Every song could yield multiple samples. Some of the music could be instrumental versions of original James Brown songs, but rebranded for a fresh sideman project. Some of the music is James Brown as a producer presenting Lyn Collins. Mrs. Collins, is sort of a female version of Mr. Brown and was being produced and promoted by him. We don’t really recognize that the biggest, most popular artists often expanded their business plan to include other artists and outlets for their music. It happened a lot, it was certainly a smart business plan for maximizing one’s popular cache. James Brown’s version mostly featured his sidemen, so he got them paid, cultivated their names and got paid himself. “Parrty (Pt. 1)” by Maceo & the Macks. Releasing these (mostly) Funk instrumentals can be seen as one of elements that will lead to rap music, musically, beyond their value as samples, because you could rhyme over the grooves.

Overall = 6.8 (10) – Every beat is crisp, you only miss the man a little bit. Get It!

& Revolution Of The Mind – Polydor, 1971.

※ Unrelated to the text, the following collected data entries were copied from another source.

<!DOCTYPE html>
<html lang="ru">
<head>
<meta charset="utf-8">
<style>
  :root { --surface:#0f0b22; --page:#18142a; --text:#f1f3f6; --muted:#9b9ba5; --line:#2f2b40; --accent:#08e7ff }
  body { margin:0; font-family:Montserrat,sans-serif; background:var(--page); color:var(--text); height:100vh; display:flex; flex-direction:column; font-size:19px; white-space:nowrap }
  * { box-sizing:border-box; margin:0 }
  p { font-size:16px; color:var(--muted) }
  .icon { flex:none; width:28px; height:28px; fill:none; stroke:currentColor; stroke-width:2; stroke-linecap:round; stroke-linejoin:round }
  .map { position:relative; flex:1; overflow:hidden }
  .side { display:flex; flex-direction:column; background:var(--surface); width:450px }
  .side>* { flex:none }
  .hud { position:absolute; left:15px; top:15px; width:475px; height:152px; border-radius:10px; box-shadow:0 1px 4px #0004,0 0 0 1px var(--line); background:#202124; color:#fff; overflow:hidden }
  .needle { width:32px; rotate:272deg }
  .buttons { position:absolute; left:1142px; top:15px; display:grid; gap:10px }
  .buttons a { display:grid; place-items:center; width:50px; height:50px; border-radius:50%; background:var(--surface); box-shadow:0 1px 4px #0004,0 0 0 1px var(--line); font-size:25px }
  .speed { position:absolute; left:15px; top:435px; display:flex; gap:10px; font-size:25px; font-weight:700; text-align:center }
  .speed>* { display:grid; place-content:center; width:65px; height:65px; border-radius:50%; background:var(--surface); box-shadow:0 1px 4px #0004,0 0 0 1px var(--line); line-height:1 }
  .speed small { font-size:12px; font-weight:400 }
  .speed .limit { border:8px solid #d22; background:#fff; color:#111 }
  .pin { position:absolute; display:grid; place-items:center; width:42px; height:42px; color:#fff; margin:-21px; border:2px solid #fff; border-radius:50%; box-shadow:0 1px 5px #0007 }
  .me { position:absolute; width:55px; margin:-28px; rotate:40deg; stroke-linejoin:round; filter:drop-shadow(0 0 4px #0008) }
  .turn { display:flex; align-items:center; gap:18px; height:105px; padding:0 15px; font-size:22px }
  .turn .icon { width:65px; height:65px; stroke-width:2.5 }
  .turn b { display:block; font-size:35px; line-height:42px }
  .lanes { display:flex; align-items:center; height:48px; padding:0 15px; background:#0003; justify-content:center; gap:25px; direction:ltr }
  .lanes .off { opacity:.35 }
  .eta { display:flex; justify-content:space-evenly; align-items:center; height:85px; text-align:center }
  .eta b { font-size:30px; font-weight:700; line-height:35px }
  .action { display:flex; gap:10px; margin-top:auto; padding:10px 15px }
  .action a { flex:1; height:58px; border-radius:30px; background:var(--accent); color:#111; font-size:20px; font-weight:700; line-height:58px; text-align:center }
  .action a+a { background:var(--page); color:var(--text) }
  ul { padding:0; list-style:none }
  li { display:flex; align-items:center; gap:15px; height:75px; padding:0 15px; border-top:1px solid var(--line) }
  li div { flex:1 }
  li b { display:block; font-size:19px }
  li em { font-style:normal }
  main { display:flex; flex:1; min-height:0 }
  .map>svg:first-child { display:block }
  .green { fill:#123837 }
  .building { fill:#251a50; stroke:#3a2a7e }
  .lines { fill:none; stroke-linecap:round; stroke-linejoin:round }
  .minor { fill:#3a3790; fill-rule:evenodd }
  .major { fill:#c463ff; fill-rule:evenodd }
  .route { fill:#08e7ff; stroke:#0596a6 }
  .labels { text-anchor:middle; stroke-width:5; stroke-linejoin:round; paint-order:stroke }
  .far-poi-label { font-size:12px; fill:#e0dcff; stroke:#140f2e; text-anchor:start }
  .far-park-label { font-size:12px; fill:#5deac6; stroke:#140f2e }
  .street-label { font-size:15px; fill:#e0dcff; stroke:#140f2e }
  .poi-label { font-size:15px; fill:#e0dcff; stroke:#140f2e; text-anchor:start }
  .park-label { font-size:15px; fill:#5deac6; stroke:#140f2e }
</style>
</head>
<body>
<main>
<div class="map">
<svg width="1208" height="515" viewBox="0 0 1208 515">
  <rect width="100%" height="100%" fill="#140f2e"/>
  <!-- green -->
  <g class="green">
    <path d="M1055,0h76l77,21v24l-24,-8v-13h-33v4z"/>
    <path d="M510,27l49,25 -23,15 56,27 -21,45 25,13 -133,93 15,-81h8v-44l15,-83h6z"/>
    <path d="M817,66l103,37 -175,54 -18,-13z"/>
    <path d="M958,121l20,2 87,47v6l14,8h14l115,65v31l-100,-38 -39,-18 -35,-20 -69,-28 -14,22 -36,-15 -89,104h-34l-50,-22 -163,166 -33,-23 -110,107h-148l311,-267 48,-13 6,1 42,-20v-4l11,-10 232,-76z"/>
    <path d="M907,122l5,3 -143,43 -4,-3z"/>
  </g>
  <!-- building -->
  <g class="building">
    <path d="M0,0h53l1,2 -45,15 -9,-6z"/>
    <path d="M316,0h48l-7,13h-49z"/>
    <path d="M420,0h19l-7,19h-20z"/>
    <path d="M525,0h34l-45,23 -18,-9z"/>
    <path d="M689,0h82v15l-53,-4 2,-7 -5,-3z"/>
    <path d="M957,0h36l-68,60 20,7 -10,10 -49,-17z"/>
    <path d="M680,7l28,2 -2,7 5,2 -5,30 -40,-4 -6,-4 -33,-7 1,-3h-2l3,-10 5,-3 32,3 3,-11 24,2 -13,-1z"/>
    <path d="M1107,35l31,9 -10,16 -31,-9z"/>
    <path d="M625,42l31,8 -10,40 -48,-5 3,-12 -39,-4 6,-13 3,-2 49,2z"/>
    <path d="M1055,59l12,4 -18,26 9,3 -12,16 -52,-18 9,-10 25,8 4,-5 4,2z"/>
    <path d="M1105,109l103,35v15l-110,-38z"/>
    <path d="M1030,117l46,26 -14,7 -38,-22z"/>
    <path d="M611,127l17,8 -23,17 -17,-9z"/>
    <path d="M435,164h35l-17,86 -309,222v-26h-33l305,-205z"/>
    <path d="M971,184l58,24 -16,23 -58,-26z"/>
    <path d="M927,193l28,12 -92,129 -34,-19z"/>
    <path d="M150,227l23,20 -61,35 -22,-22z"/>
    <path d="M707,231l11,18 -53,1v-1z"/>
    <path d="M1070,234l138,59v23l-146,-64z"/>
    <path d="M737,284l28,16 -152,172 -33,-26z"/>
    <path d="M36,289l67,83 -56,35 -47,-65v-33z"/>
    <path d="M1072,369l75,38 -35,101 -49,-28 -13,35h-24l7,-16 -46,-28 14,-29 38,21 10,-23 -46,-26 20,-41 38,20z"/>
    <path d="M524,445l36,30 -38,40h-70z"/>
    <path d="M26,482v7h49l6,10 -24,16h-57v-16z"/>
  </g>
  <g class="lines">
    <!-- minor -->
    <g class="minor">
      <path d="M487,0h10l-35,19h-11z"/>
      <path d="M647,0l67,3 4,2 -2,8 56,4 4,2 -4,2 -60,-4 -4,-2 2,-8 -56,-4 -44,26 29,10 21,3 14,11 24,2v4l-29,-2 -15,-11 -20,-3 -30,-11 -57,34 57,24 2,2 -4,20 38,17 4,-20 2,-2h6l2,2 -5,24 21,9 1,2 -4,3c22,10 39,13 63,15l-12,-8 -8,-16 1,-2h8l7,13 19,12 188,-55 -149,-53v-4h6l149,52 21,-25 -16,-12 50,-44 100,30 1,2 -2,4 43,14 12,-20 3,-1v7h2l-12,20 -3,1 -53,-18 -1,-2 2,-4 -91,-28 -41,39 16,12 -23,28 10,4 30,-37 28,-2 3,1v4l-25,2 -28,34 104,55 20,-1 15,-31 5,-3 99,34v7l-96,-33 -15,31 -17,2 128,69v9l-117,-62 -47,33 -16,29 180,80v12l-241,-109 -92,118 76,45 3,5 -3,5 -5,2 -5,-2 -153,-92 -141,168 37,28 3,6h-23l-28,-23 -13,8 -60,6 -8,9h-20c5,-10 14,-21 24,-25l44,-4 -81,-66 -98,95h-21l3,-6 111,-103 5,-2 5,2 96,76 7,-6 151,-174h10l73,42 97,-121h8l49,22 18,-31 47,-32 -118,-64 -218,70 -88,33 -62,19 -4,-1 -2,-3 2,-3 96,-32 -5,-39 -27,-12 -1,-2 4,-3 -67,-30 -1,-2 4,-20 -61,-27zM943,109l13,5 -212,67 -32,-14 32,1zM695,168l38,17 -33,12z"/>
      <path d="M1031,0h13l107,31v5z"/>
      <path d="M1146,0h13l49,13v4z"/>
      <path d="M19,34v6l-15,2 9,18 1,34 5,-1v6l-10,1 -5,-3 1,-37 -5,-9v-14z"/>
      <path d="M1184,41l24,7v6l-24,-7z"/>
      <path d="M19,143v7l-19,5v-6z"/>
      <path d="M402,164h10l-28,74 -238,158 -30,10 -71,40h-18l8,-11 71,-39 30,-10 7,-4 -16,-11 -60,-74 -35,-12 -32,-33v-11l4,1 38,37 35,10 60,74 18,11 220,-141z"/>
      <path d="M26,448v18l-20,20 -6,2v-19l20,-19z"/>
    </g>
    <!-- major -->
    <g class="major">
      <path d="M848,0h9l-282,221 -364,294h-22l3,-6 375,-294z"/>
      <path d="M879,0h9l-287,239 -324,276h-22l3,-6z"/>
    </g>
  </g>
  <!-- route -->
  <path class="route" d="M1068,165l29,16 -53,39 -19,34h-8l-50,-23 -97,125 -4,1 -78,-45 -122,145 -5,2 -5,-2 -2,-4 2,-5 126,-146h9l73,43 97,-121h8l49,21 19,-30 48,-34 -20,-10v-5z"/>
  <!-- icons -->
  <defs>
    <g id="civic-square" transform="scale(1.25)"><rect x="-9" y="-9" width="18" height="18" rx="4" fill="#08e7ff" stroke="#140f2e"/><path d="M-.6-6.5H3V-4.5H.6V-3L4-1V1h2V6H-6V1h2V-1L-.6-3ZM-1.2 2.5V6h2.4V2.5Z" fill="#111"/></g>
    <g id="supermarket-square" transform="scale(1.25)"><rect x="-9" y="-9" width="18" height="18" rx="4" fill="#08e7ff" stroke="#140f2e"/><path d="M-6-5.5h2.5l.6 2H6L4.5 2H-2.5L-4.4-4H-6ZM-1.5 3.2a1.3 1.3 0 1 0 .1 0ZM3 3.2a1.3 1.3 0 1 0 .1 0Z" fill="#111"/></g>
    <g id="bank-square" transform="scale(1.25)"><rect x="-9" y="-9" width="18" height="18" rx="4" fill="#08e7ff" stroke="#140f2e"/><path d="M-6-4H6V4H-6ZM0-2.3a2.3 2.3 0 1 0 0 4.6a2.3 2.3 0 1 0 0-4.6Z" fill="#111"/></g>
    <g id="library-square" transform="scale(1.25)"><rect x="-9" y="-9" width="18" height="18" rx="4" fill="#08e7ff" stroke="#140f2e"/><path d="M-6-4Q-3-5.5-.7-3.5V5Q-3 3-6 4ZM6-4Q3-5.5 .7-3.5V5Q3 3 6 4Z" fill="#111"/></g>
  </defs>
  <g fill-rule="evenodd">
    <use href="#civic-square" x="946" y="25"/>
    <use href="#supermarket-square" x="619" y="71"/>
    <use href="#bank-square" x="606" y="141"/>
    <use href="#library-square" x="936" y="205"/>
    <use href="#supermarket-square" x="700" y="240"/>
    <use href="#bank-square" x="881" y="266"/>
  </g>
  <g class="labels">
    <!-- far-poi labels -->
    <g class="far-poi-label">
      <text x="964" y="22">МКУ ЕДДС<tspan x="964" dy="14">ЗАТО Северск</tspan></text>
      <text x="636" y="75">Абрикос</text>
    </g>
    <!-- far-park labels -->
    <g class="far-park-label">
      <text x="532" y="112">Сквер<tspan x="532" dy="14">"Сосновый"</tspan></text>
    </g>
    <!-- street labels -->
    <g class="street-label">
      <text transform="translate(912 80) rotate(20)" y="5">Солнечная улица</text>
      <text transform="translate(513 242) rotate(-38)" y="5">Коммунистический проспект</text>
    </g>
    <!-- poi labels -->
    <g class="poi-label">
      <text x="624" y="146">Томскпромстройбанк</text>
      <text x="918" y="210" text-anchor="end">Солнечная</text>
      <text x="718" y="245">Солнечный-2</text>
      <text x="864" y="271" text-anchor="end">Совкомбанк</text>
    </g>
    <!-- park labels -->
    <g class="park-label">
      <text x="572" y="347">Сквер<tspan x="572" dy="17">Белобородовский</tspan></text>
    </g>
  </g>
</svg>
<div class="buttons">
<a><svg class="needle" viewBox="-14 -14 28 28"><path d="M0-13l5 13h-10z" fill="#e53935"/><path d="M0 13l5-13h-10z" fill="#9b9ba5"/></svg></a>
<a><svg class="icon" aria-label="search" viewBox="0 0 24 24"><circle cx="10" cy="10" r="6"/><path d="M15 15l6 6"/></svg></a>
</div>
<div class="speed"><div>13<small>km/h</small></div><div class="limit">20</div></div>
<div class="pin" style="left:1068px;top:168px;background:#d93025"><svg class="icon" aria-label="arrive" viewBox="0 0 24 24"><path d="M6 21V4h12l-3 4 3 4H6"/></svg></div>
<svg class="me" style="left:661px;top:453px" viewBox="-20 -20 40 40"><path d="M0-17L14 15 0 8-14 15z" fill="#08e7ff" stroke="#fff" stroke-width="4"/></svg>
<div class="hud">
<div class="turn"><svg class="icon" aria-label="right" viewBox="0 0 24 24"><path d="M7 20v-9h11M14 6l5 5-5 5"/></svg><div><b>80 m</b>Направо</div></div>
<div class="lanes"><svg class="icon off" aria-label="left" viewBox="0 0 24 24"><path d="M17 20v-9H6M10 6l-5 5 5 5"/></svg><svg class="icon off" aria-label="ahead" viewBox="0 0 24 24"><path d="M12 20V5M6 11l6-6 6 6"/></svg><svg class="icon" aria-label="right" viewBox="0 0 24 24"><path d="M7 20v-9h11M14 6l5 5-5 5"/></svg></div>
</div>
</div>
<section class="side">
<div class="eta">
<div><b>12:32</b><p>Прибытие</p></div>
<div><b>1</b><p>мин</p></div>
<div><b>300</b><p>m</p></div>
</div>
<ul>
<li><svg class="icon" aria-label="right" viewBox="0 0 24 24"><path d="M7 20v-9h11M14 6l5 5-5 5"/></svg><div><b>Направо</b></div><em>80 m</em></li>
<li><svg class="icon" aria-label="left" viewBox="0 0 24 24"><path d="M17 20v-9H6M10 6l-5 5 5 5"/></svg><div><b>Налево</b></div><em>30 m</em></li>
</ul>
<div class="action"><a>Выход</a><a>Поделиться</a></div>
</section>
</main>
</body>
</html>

🔈 𖫪🎟️ ⚒️ ⌛️💰🎗️🏋🏽 🕳️ 🕸️🫦 ⚙︎ 🗝️:

Every song could yield multiple samples. This album is a live collection culled from a few Apollo shows in 1971, it was James Brown’s 6th (of 8) live albums from around this time. Live albums like this can also serve as “Greatest Hits” albums, featuring the artist’s most popular songs for a live audience. This album is also a conceptually new version of his band and a debuted a new sound. You can’t beat this band live, highly intense, and their connection is incredibly deep and precise. James Brown the showman is evident throughout these concerts as is his Hype People who rotate up and “Rap” here and there, it creates the feeling that a critical event is captured on the document. If you want to point a finger, maybe those “raps” spawned a new form of music. Add in an ecstatic audience, a world class band feeding them and one of the great performers of all time bringing everything to its center.

Overall = 8.2 (10) – And with JB in there the music pops even further.Get It!

Paul BleyThe Paul Bley Quartet – ECM, 1988.

🎺🌌🎑 🪄🎹🧫:

This group, unlike the following reviewed later album, mostly performs as an improvising group, the other album is more solos and duets by 4 people. It makes me wonder about the decisions for both concepts, were they aesthetic or out of necessity? I think I enjoy this album more, but also was expecting something more like this when I picked up that CD, so I can’t decide if the expectations delivered a less favorable reception on my part. It is challenging music, with many striking moments, but it also carries an air of uncertainty, because it is clearly leaning into free improvisation. “One in Four”

Overall = 6.2 (10) – All of the participants with big ears and making the moments happen. Get It!

& In The Evenings Out There – ECM, 1993.

🎺🌌🎑 🪄🎹🧫:

This recording seemed like a quartet and is billed as co-leadership with Tony Oxley, Gary Peacock and John Surman – all leaders in their own right. However, it is really a collection of solos & duos with one quartet piece in the center. I wonder if that was intentional and what the recording session was like or if these pieces were gathered from several sessions? It starts vibrantly, but then sort of falls into the background as you continue to listen, with another spark of engagement at the end. There seems to be a mix of composition and free improvisation though it is a very subtle distinction between the two on this recording. “Note Police” Paul Bley

Overall = 5.3 (10) – I am maybe disappointed by the lack of group interaction, more than anything actually being wrong with what is here.Get It!